- Supreme Court of Canada

Hearing: June 10, 1976 Judgment: October 5, 1976
- Full case name: Amax Potash Limited, International Minerals and Chemical Corporation (Canada) Limited, Duval Corporation of Canada, Cominco Ltd., United States Borax & Chemical Corporation, Hudson Bay Mining and Smelting Co., Limited, Swift Canadian Co., Limited, PPG Industries Canada Ltd., Alwinsal Potash of Canada Limited, Ideal Basic Industries, Inc., and Texasgulf Potash Company v. The Government of Saskatchewan
- Citations: [1977] 2 S.C.R. 576
- Prior history: Judgment for the Government of Saskatchewan in the Court of Appeal for Saskatchewan.
- Ruling: Appeal allowed.

Holding
- The government cannot enact legislation that protects the government from liability due to enacting legislation that was outside of its constitutional authority.

Court membership
- Chief Justice: Bora Laskin Puisne Justices: Ronald Martland, Wilfred Judson, Roland Ritchie, Wishart Spence, Louis-Philippe Pigeon, Brian Dickson, Jean Beetz, Louis-Philippe de Grandpré

Reasons given
- Unanimous reasons by: Dickson J.

= Amax Potash Ltd v Saskatchewan =

Amax Potash Ltd v Saskatchewan [1977] 2 S.C.R. 576 is a leading case of the Supreme Court of Canada on the application and role of the Constitution of Canada.

==Background==
During the 1970s, one of Saskatchewan's biggest industry was potash mining. Much of it was run by American mining companies that would export it to the US. The recently elected New Democratic Party (NDP) provincial government of Allan Blakeney enacted the Mineral Taxation Act and the Potash Reserve Regulations that effectively taxed the companies for their mining.

The mining companies sought to reclaim the tax that they had paid over the years. They made a Constitutional challenge against the Act on the grounds that the taxes were ultra vires the authority of the provincial government as taxation of this type was a matter for the federal government.

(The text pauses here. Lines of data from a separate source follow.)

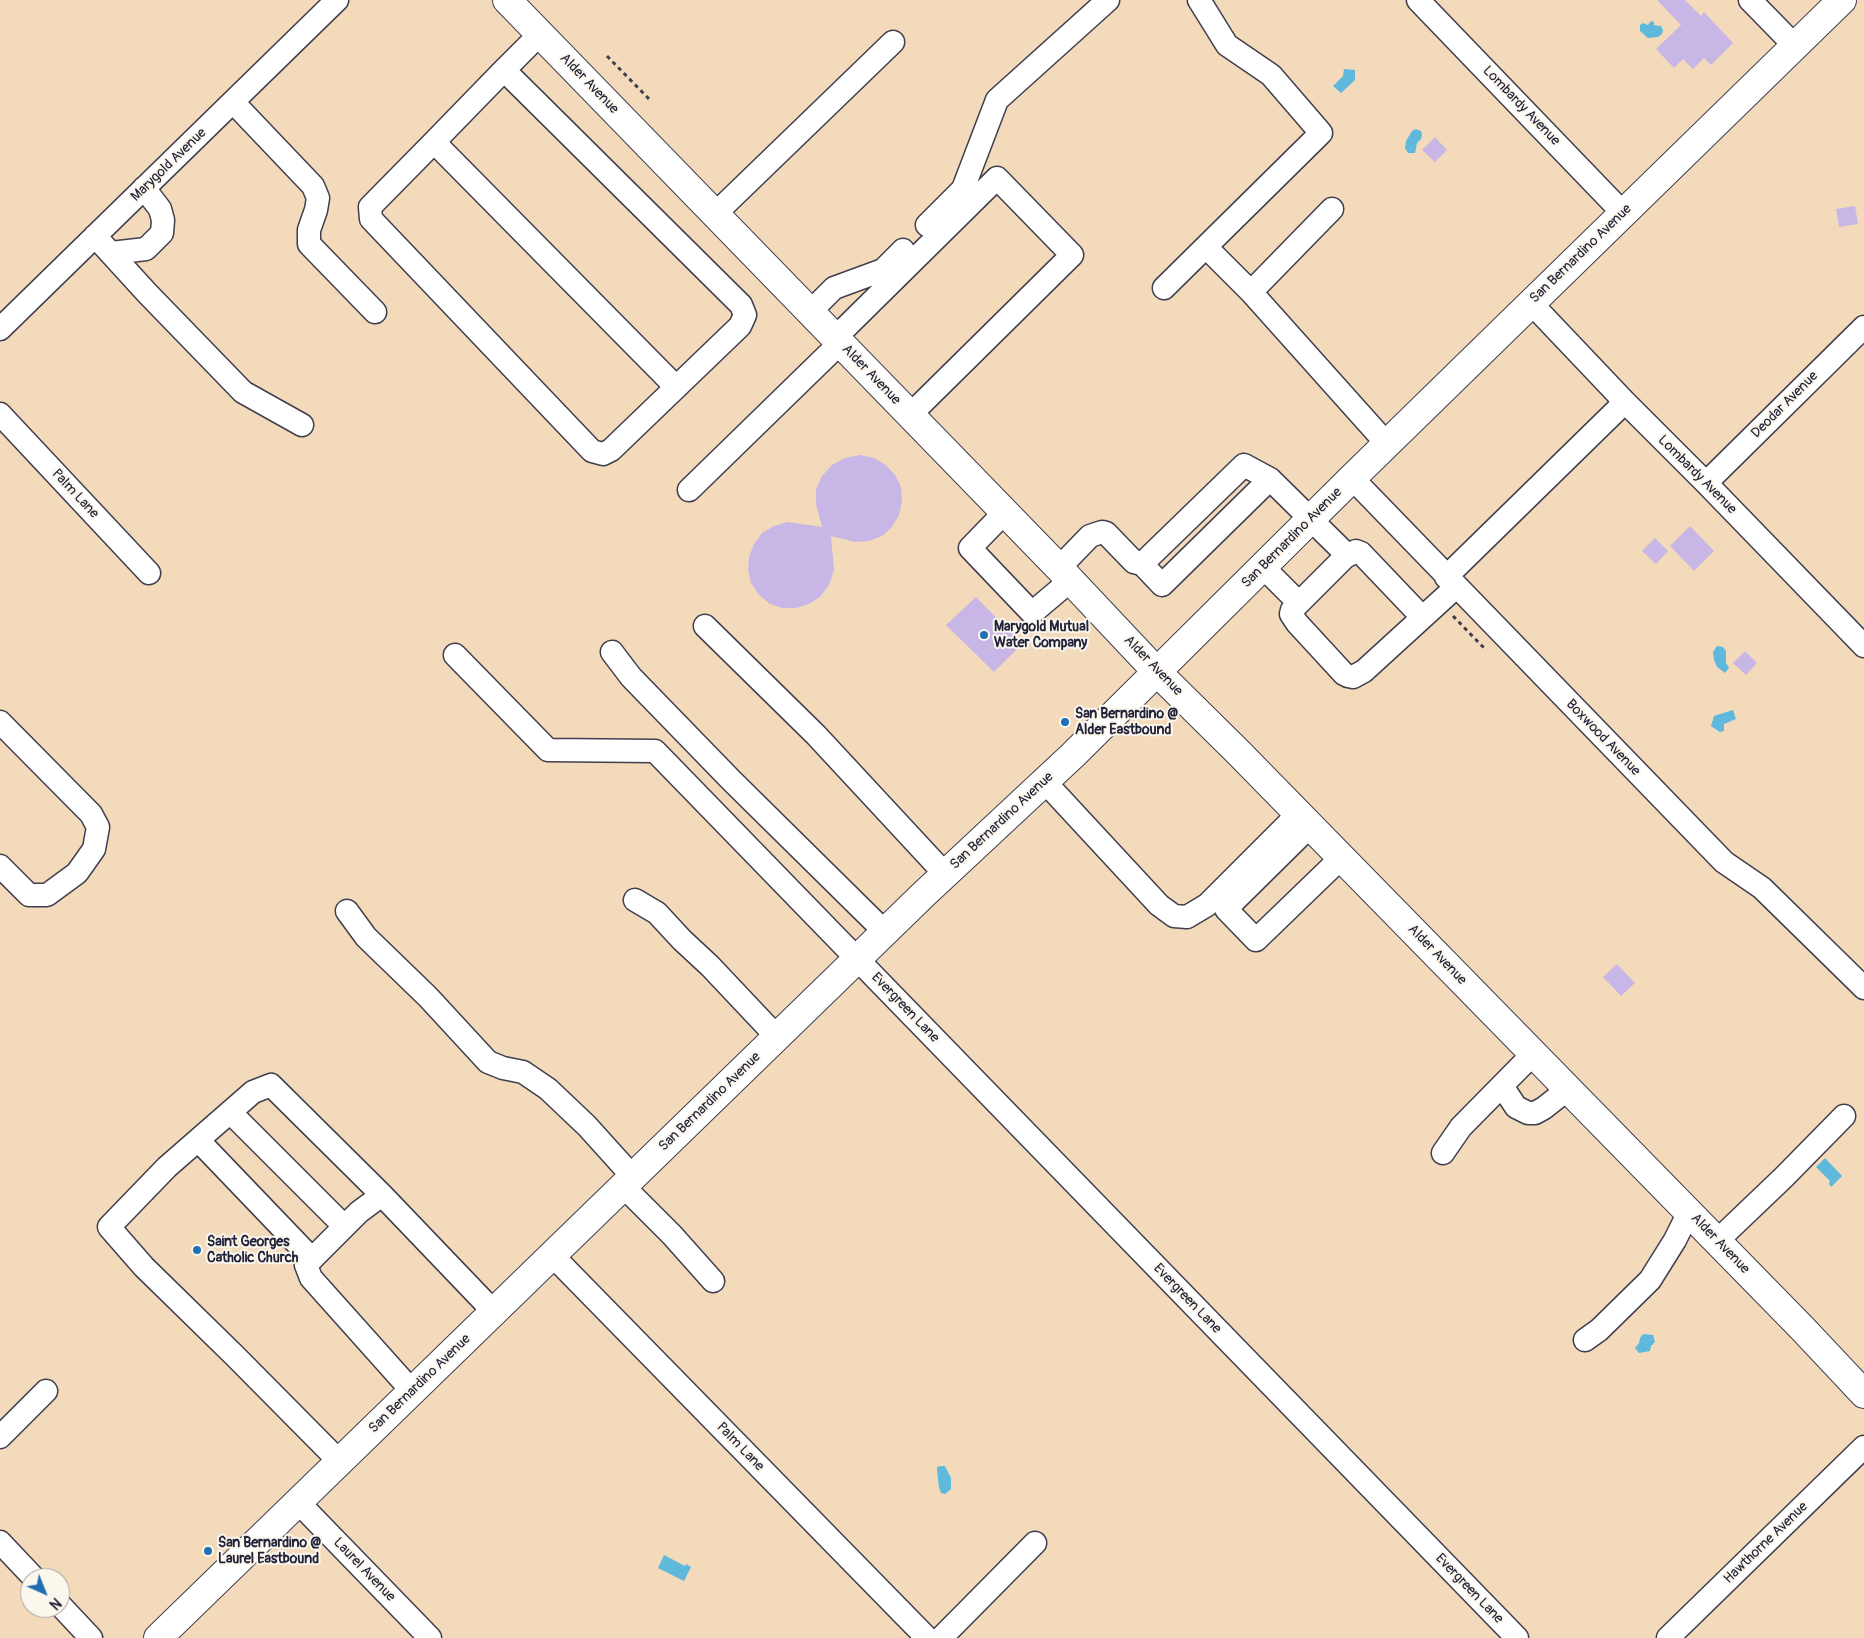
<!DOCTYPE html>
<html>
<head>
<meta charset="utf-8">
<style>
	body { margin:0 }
	#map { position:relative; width:1864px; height:1638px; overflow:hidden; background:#f3daba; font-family:Pangolin,sans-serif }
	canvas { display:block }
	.north { position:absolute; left:20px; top:1568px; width:50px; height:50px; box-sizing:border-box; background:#fbf7ec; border:1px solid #a4a2a5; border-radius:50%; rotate:136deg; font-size:14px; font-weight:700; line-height:20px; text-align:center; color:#22223b }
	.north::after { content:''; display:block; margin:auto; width:18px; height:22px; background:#1f6fb2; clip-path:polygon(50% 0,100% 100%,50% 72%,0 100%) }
</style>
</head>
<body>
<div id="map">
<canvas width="1864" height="1638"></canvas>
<div class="north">N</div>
</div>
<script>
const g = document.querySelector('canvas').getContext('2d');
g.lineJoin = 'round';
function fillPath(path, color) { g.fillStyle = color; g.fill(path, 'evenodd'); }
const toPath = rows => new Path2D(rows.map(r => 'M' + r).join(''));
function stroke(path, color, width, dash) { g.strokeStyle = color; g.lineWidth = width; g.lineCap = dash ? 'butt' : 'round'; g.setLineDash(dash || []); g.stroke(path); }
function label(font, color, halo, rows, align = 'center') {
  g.font = font + ' Pangolin,sans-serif'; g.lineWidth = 4; g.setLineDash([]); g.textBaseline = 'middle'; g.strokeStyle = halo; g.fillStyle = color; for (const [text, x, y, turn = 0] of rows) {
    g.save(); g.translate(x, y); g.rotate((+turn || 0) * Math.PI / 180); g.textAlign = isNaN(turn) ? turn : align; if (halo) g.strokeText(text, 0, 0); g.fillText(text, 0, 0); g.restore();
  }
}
fillPath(toPath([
	[1651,21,1654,22,1654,25,1661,26,1663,30,1662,34,1658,37,1648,38,1640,31,1640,25,1643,23,1648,25],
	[1344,69,1355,70,1355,80,1341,93,1333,86,1343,76],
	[1416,129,1421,131,1422,135,1421,139,1417,143,1415,153,1408,153,1405,148,1406,141,1412,131],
	[1717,646,1723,647,1726,651,1726,663,1729,668,1725,673,1717,667,1714,660,1713,652],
	[1733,710,1736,719,1724,724,1724,731,1720,732,1711,726,1714,716],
	[1825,1158,1842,1176,1831,1187,1829,1184,1830,1181,1816,1167],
	[1643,1334,1653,1335,1655,1342,1651,1346,1650,1351,1639,1353,1635,1348,1639,1343,1640,1338],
	[941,1466,945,1466,951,1478,951,1489,945,1494,941,1493,939,1488,937,1470,937,1467],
	[664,1555,685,1566,686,1564,691,1567,684,1581,658,1568]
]), '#5eb9dc');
fillPath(toPath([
	[1657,0,1685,0,1701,16,1704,12,1733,43,1711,65,1704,58,1693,69,1683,59,1674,68,1656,49,1681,25],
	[1435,137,1447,150,1435,162,1422,150],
	[1855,206,1858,224,1839,227,1836,209],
	[860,455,874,458,886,465,895,475,901,487,902,501,899,515,892,527,882,536,869,541,855,542,831,536,834,570,829,585,820,597,809,604,796,608,782,608,770,604,759,595,751,583,748,570,749,557,754,544,762,533,774,526,788,522,822,527,816,504,816,489,822,476,832,465,845,458],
	[1690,526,1714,551,1694,571,1670,546],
	[1655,538,1668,551,1656,564,1642,551],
	[976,597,1022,644,994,672,946,625],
	[1745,651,1757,663,1746,675,1733,663],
	[1617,964,1635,983,1621,996,1603,977]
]), '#c8b7e6');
const minor = toPath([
	[1418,0,1623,213],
	[1750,0,1795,46],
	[504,70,741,305,745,315,740,326,611,450,603,454,592,451,371,219,370,207,434,142,504,70,540,34],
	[233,102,313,186,318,198,316,210,309,230,309,244,375,312],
	[434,142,676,387],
	[1332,209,1251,292,1387,444],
	[715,214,893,42],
	[927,225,963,189,997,100,1108,0],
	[95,236,147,293,243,392,302,425],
	[1206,247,1251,292],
	[111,253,146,249,162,233,163,220,160,209,144,188],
	[1164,288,1321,133,1271,75,1227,45,1199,0],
	[1531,303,1625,402,1706,483,1864,646],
	[810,312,834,288,883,270,903,250],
	[0,329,337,0],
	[835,338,997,178,1072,255,910,415],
	[0,414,149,573],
	[1352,478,1724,862,1762,888,1864,988],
	[1706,483,1864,327],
	[689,490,840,343],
	[1005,512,970,548,1032,613,1071,580],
	[1142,564,1244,465,1270,479,1347,555],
	[1263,567,1299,603],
	[1059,568,1090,536,1102,532,1106,533,1134,562,1142,564,1162,585,1270,479],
	[1446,577,1625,402],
	[1422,617,1361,553,1356,551,1345,557,1292,610,1291,614,1297,623,1344,674,1348,676,1353,677,1364,671,1456,587],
	[705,626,816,735,945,874],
	[612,652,631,677,731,780,885,932],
	[455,655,548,750,655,751,1517,1638],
	[0,722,91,814,98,827,94,849,77,873,47,895,29,895,0,866],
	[1045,782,1159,905,1174,916,1187,917,1207,905,1298,814],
	[1310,826,1226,909,1256,940,1342,857],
	[635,900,657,913,682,940,710,966,777,1037],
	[347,911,366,937,428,997,488,1062,503,1068,523,1072,548,1089,587,1126,633,1177],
	[1502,1086,1516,1107,1528,1113,1535,1113,1544,1108,1568,1089],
	[230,1112,344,1226],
	[198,1140,312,1259],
	[1443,1153,1461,1127,1533,1054],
	[623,1186,672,1235,713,1281],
	[382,1195,359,1212,306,1265,311,1278,412,1391],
	[1717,1241,1784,1177,1844,1116],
	[552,1255,927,1638],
	[1585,1340,1599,1330,1650,1280,1675,1240,1689,1212],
	[0,1437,46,1391],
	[340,1462,235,1356,144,1267,109,1227,167,1167,253,1092,271,1085,382,1195,494,1312],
	[298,1502,430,1638],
	[0,1542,34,1578],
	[60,1605,91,1638],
	[941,1638,1035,1543],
	[1668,1638,1864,1447]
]);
const major = toPath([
	[507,0,1059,568,1157,672,1239,753,1802,1328,1864,1394],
	[158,1638,924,894,1073,755,1352,478,1842,0]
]);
stroke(minor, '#413e4e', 25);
stroke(major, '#413e4e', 30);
stroke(toPath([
	[607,56,651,101],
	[1453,616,1486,650]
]), '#413e4e', 3, [4, 4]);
stroke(minor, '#fff', 22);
stroke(major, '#fff', 28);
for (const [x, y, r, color] of [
	[984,635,5,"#1f6fb2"],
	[1065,722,5,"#1f6fb2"],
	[197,1250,5,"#1f6fb2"],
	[208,1551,5,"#1f6fb2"]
]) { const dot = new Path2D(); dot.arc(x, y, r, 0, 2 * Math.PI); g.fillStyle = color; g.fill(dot); stroke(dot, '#fbf7ec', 2); }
label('14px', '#22223b', '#fbf7ec', [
	["Alder Avenue",589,84,46],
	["Lombardy Avenue",1521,106,46],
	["Marygold Avenue",169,165,-44],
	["San Bernardino Avenue",1581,254,-44],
	["Alder Avenue",871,375,46],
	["Deodar Avenue",1785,405,-45],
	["Lombardy Avenue",1697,475,45],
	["Palm Lane",75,494,47],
	["San Bernardino Avenue",1292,538,-45],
	["Alder Avenue",1153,666,46],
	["Boxwood Avenue",1603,738,46],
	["San Bernardino Avenue",1002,821,-43],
	["Alder Avenue",1437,955,46],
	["Evergreen Lane",905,1008,46],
	["San Bernardino Avenue",710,1102,-44],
	["Alder Avenue",1720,1244,46],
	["Evergreen Lane",1187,1299,46],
	["San Bernardino Avenue",420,1384,-44],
	["Palm Lane",740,1447,46],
	["Hawthorne Avenue",1766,1543,-44],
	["Laurel Avenue",364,1570,46],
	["Evergreen Lane",1469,1589,46]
]);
label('bold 14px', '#22223b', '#fbf7ec', [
	["Marygold Mutual",994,627],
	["Water Company",994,643],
	["San Bernardino @",1075,714],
	["Alder Eastbound",1075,730],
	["Saint Georges",207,1242],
	["Catholic Church",207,1258],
	["San Bernardino @",218,1543],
	["Laurel Eastbound",218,1559]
], 'left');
</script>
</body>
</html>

The provincial government sought refuge under section 5(7) of the Saskatchewan Proceedings Against the Crown Act, which barred recovery in just such an event. It stated that "the province's liability is limited in respect of things done or omitted in the exercise of power or authority under an ultra vires enactment".

The issue before the Court was whether the immunity clause, exempting itself from paying back money gained through invalid law, was valid law.

==Opinion of the Court==
The Court found in favour of the mining companies. The government was attempting to circumvent section 52 of the Constitution by exempting itself from federalism.

In his reasoning, Dickson J. (as he was then) stated:

To allow moneys collected under compulsion, pursuant to an ultra vires statute, to be retained would be tantamount to allowing the provincial Legislature to do indirectly what it could not do directly, and by covert means to impose illegal burdens.

He concluded by stating:

The principle governing this appeal can be shortly and simply expressed in these terms: if a statute is found to be ultra vires the legislature which enacted it, legislation which would have the effect of attaching legal consequences to acts done pursuant to that invalid law must equally be ultra vires because it relates to the same subject-matter as that which was involved in the prior legislation. If a state cannot take by unconstitutional means it cannot retain by unconstitutional means.

==Aftermath==
Upon losing the case, Premier Blakeney met with the mining companies and threatened that the provincial government would take over the potash mining industry. Eventually, however, the companies and the government came to an agreement under which the government paid back only part of the taxes.